## [Exercise description]
Reproduce every entry below exactly, minus the pictures.

(Saved entries)
▶

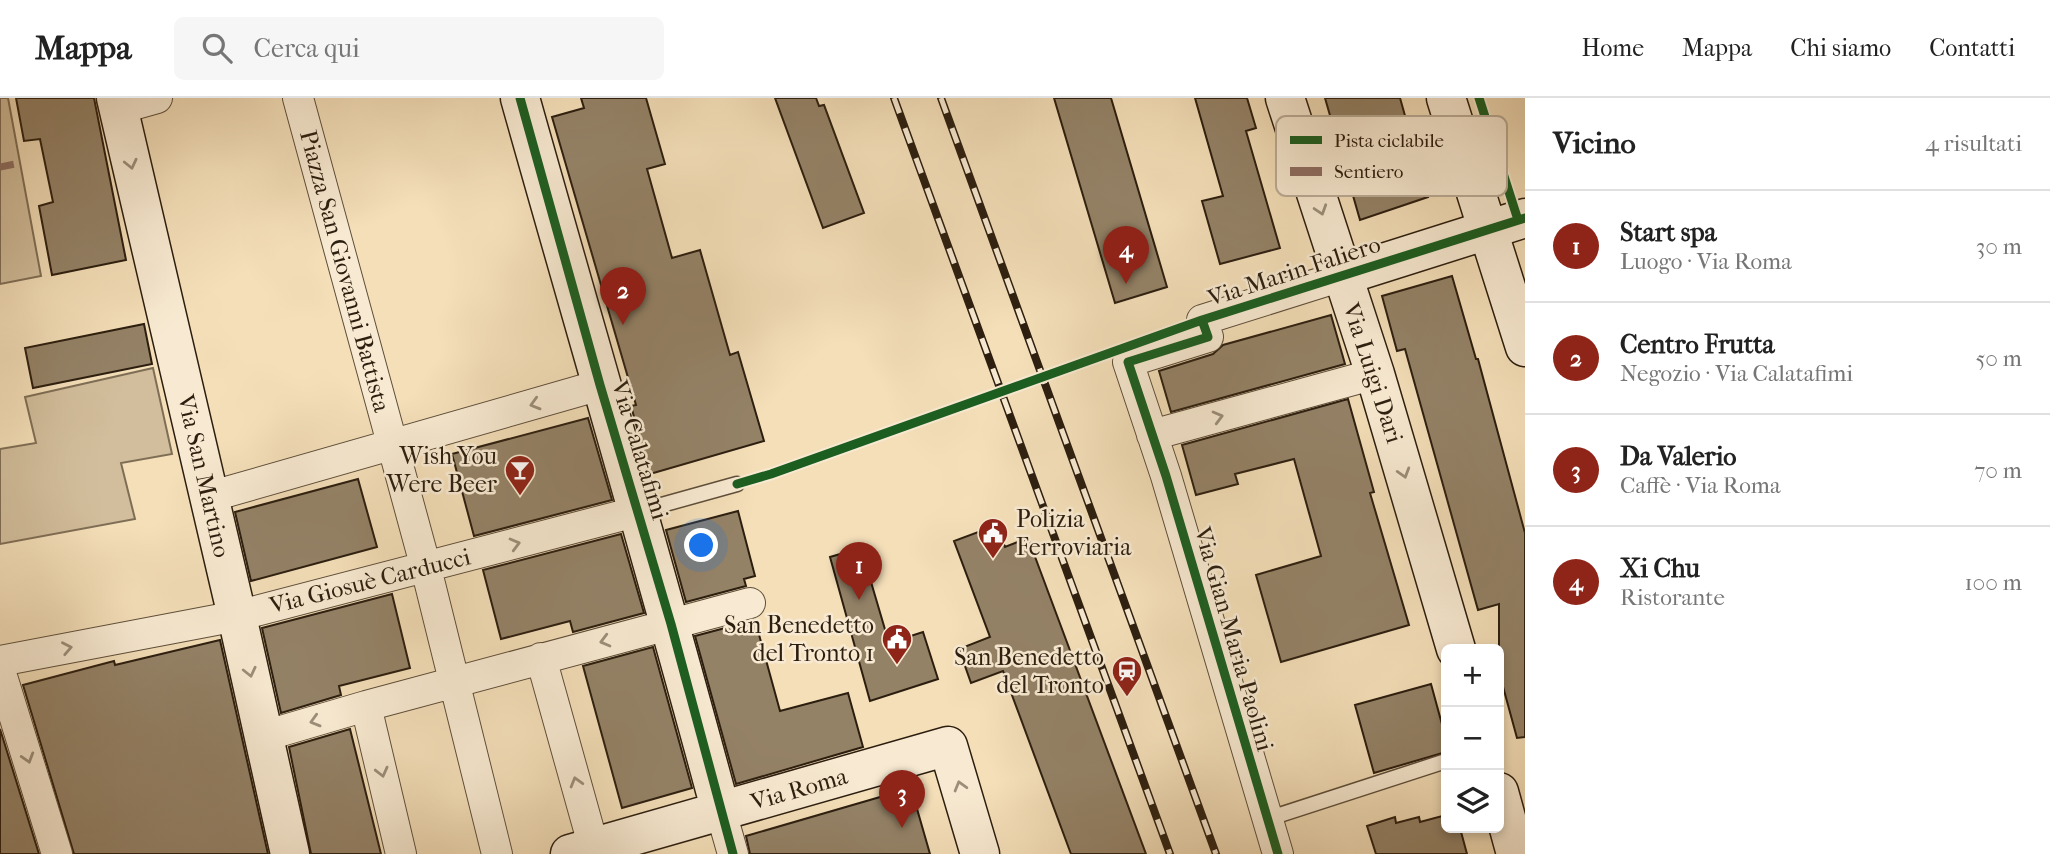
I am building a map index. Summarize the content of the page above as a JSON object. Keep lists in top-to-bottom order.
{
  "streets": {
    "street": [
      "Piazza San Giovanni Battista",
      "Via Marin Faliero",
      "Via Luigi Dari",
      "Via Calatafimi",
      "Via San Martino",
      "Via Giosuè Carducci",
      "Via Gian Maria Paolini",
      "Via Roma"
    ]
  },
  "crossings": [
    ["Piazza San Giovanni Battista", "Via Calatafimi"],
    ["Piazza San Giovanni Battista", "Via San Martino"],
    ["Piazza San Giovanni Battista", "Via Giosuè Carducci"],
    ["Via Marin Faliero", "Via Luigi Dari"],
    ["Via Marin Faliero", "Via Gian Maria Paolini"],
    ["Via Calatafimi", "Via Giosuè Carducci"],
    ["Via Calatafimi", "Via Roma"],
    ["Via San Martino", "Via Giosuè Carducci"]
  ],
  "one_way": ["Via Luigi Dari", "Via San Martino", "Via Giosuè Carducci"],
  "places": {
    "bar": ["Wish You Were Beer"],
    "public building": ["Polizia Ferroviaria", "San Benedetto del Tronto 1"],
    "station": ["San Benedetto del Tronto"]
  },
  "legend": ["Pista ciclabile", "Sentiero"],
  "page": {
    "header": "Mappa",
    "search": "Cerca qui",
    "nav": [
      "Home",
      "Mappa",
      "Chi siamo",
      "Contatti"
    ],
    "heading": ["Vicino", "4 risultati"],
    "list": [
      {
        "mark": "1",
        "name": "Start spa",
        "note": "Luogo · Via Roma",
        "value": "30 m"
      },
      {
        "mark": "2",
        "name": "Centro Frutta",
        "note": "Negozio · Via Calatafimi",
        "value": "50 m"
      },
      {
        "mark": "3",
        "name": "Da Valerio",
        "note": "Caffè · Via Roma",
        "value": "70 m"
      },
      {
        "mark": "4",
        "name": "Xi Chu",
        "note": "Ristorante",
        "value": "100 m"
      }
    ],
    "pins": [
      "4",
      "2",
      "1",
      "3"
    ],
    "map_buttons": ["+", "−"]
  }
}
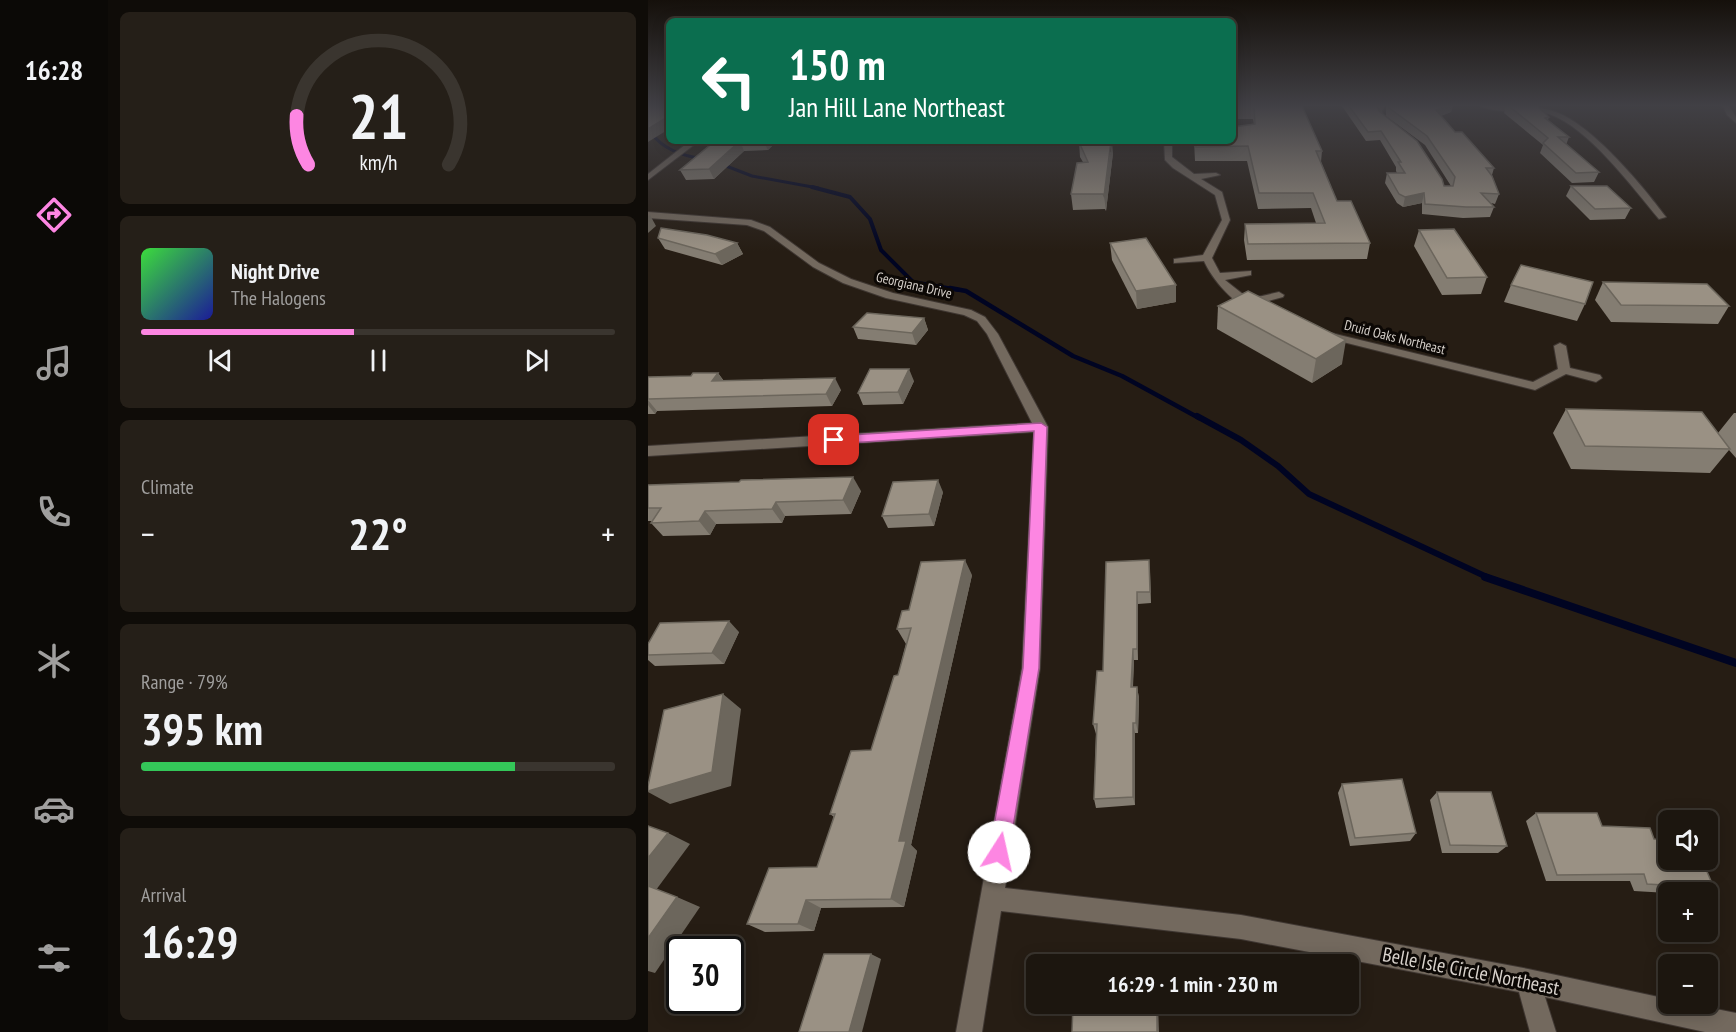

◀

## [Reply]
I am building a map index. Summarize the content of the page above as a JSON object. Keep lists in top-to-bottom order.
{
  "streets": {
    "street": [
      "Piazza San Giovanni Battista",
      "Via Marin Faliero",
      "Via Luigi Dari",
      "Via Calatafimi",
      "Via San Martino",
      "Via Giosuè Carducci",
      "Via Gian Maria Paolini",
      "Via Roma"
    ]
  },
  "crossings": [
    ["Piazza San Giovanni Battista", "Via Calatafimi"],
    ["Piazza San Giovanni Battista", "Via San Martino"],
    ["Piazza San Giovanni Battista", "Via Giosuè Carducci"],
    ["Via Marin Faliero", "Via Luigi Dari"],
    ["Via Marin Faliero", "Via Gian Maria Paolini"],
    ["Via Calatafimi", "Via Giosuè Carducci"],
    ["Via Calatafimi", "Via Roma"],
    ["Via San Martino", "Via Giosuè Carducci"]
  ],
  "one_way": ["Via Luigi Dari", "Via San Martino", "Via Giosuè Carducci"],
  "places": {
    "bar": ["Wish You Were Beer"],
    "public building": ["Polizia Ferroviaria", "San Benedetto del Tronto 1"],
    "station": ["San Benedetto del Tronto"]
  },
  "legend": ["Pista ciclabile", "Sentiero"],
  "page": {
    "header": "Mappa",
    "search": "Cerca qui",
    "nav": [
      "Home",
      "Mappa",
      "Chi siamo",
      "Contatti"
    ],
    "heading": ["Vicino", "4 risultati"],
    "list": [
      {
        "mark": "1",
        "name": "Start spa",
        "note": "Luogo · Via Roma",
        "value": "30 m"
      },
      {
        "mark": "2",
        "name": "Centro Frutta",
        "note": "Negozio · Via Calatafimi",
        "value": "50 m"
      },
      {
        "mark": "3",
        "name": "Da Valerio",
        "note": "Caffè · Via Roma",
        "value": "70 m"
      },
      {
        "mark": "4",
        "name": "Xi Chu",
        "note": "Ristorante",
        "value": "100 m"
      }
    ],
    "pins": [
      "4",
      "2",
      "1",
      "3"
    ],
    "map_buttons": ["+", "−"]
  }
}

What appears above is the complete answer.